The 2019 data reflect the continued downward trend in the proportion of people severely materially deprived in the EU since the peak of 10.2 % in 2012. However, due to lockdowns implemented across the world in 2020 to slow down the rapid spread of the coronavirus it can be expected that in 2020 the downward trend of severely materially deprived people will change. In addition, those people already in this situation may find it more difficult to cope with the social and financial disruptions caused by the containment measures.
Single adult households are most affected. In 2019, the rate of severe material deprivation for households with only one adult under 65 years and no dependent children was 9.4%. It stood at 10.7% for a household comprised of a single adult with children. For households where two or more adults are present, the rates are significantly lower: 4.4% without children and 5.1% with children.
In 2019, the EU severe material deprivation rate for people aged less than 18 years was the same (5.8 %) as for persons aged 18-64 years.

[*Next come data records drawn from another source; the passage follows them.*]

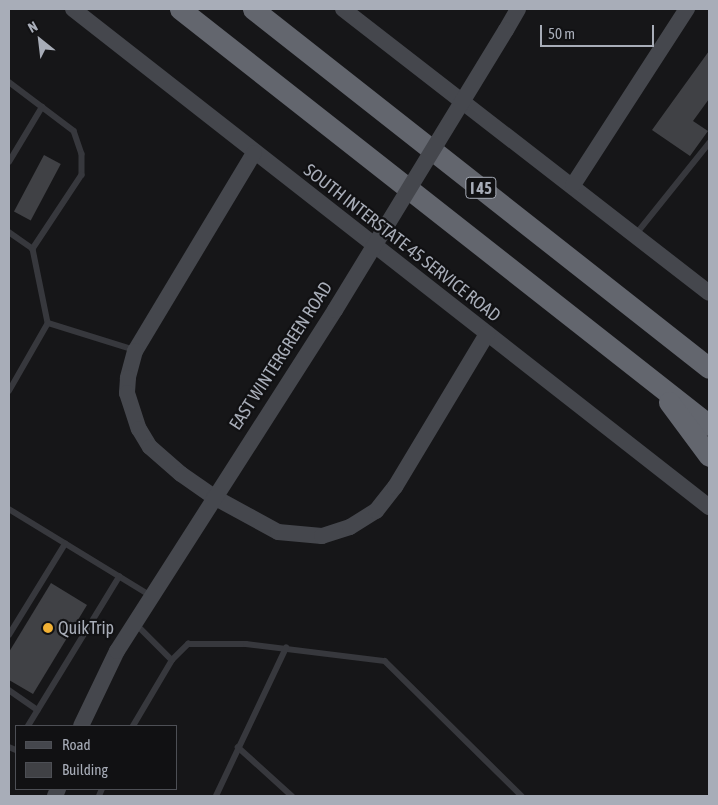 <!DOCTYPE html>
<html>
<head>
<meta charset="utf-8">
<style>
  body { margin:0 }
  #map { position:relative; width:718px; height:805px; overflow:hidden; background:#161618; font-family:"Asap Condensed",sans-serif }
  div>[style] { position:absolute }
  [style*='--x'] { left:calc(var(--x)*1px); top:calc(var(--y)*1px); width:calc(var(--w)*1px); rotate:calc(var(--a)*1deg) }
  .building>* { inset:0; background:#404145; transform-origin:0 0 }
  .lane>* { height:5.5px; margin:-2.75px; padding:0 2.75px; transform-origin:2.75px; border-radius:2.75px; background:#37383d }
  .secondary>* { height:16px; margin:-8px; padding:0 8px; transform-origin:8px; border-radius:8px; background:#45474d }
  .highway>* { height:21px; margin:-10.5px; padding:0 10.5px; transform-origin:10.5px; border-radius:10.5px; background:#63666e }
  .secondary-bridge>* { height:16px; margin:-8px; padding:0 8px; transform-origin:8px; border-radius:8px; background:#45474d }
  .dots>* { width:14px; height:14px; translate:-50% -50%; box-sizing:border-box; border:2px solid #111113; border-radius:50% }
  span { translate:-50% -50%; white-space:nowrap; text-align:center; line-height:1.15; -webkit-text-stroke:4.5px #111113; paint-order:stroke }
  .shield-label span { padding:1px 4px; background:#111113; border:1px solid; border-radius:4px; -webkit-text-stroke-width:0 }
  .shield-label { font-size:16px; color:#a8adb8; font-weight:700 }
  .street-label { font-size:18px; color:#a8adb8 }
  .poi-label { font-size:18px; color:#a8adb8 }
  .left { translate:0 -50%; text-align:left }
  .frame { position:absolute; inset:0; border:10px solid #a8adb8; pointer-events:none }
  .legend { position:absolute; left:15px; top:725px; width:162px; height:65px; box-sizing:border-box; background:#111113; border:1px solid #4d4f55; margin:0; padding:6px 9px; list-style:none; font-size:15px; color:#a8adb8 }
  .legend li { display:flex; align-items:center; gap:10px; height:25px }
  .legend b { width:25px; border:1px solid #4d4f55 }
  .north { position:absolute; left:15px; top:15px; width:50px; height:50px; -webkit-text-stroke:4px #111113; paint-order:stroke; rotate:331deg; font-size:14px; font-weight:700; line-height:20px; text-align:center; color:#a8adb8 }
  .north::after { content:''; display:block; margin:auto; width:18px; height:22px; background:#a8adb8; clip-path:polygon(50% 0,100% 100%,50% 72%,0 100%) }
  .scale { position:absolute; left:540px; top:25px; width:114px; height:22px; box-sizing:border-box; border:2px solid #a8adb8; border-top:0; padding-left:6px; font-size:15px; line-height:18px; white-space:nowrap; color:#a8adb8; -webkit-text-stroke:4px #111113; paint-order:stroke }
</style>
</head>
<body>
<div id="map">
  <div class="building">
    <div style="clip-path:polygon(709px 51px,709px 99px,693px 121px,708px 131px,690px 156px,652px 130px)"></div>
    <div style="left:44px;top:155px;width:19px;height:64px;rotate:28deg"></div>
    <div style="clip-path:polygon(51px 583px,87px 605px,33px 694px,9px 680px,9px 652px)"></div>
  </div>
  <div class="lane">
    <div style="--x:9;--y:82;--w:81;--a:37"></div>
    <div style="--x:74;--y:131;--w:24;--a:71"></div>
    <div style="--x:82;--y:154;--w:21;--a:90"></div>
    <div style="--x:82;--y:175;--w:89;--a:123.5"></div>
    <div style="--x:9;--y:162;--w:64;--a:-59"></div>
    <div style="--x:9;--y:232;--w:29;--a:35"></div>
    <div style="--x:33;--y:249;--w:76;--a:78.5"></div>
    <div style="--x:637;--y:233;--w:115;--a:-51.3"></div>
    <div style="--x:9;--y:391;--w:78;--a:-60.2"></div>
    <div style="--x:48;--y:323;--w:91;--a:17.2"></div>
    <div style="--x:9;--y:509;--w:165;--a:31.4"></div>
    <div style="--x:136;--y:624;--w:51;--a:45"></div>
    <div style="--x:9;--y:635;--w:107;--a:-58.4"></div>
    <div style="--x:9;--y:690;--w:35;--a:35"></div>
    <div style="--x:28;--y:726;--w:175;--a:-58.6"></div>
    <div style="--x:133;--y:726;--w:77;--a:-59.4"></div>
    <div style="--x:172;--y:660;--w:23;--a:-45"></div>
    <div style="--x:188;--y:644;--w:58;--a:0"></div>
    <div style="--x:246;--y:644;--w:140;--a:7"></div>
    <div style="--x:385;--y:661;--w:192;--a:44.6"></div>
    <div style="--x:9;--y:747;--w:8;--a:23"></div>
    <div style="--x:238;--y:747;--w:73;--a:42.2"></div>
    <div style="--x:99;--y:796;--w:8;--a:-67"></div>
    <div style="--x:216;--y:796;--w:164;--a:-64.7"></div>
  </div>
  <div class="secondary">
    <div style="--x:73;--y:9;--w:808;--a:38.06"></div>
    <div style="--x:343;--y:9;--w:463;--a:37.8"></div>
    <div style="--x:506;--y:30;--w:24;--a:-60"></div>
    <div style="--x:254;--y:153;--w:231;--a:121"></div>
    <div style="--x:135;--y:351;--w:28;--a:105"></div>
    <div style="--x:128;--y:378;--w:15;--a:94"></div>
    <div style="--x:127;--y:393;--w:38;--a:72"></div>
    <div style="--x:139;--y:429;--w:21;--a:59"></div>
    <div style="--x:150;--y:447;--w:41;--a:41.1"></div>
    <div style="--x:181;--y:474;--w:40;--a:34.9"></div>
    <div style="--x:214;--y:497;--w:73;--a:28.7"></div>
    <div style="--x:278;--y:532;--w:44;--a:5.2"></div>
    <div style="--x:322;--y:536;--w:29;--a:-18"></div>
    <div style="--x:350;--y:527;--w:31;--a:-32"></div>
    <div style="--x:376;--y:511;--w:31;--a:-52"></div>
    <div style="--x:395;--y:487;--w:179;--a:-59"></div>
    <div style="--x:573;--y:185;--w:210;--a:-57.1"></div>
    <div style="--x:81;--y:726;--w:83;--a:-64.4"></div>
    <div style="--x:117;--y:651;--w:405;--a:-57.4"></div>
    <div style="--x:55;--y:796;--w:8;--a:-67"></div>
  </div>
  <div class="highway">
    <div style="--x:180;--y:9;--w:673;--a:38.18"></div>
    <div style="--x:253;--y:9;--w:580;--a:38.21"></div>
    <div style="--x:669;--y:402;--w:67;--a:53.5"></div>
  </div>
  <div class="secondary-bridge">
    <div style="--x:335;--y:310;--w:328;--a:-58.6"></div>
  </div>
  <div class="dots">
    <div style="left:48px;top:628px;background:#f2b134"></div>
  </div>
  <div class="shield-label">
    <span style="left:481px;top:188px">I 45</span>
  </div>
  <div class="street-label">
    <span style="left:402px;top:243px;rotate:38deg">SOUTH INTERSTATE 45 SERVICE ROAD</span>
    <span style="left:281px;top:356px;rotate:-57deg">EAST WINTERGREEN ROAD</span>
  </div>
  <div class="poi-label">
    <span class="left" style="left:58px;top:628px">QuikTrip</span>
  </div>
  <div class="frame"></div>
  <ul class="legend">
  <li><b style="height:6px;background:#45474d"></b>Road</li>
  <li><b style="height:14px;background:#404145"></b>Building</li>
  </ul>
  <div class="north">N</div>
  <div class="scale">50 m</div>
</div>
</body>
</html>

In all previous years (2010-2018) the rate for younger people had been higher.
Highest rate of severe material deprivation in Bulgaria and Greece
Across the EU Member States, Bulgaria (19.9%), Greece (15.9%) and Romania (12.6%) registered the highest shares of severe material deprivation in 2019. In all three countries, the severe material deprivation fell compared to the year before.
In contrast, the severe material deprivation rates were below 2.5 % in Luxembourg (1.3% in 2018), Sweden (1.6% in 2018), the Netherlands and Finland (both 2.4%). Just above 2.5% followed Denmark and Slovenia (both 2.6%), Czechia and Germany (both 2.7%), as well as Austria (2.8% in 2018).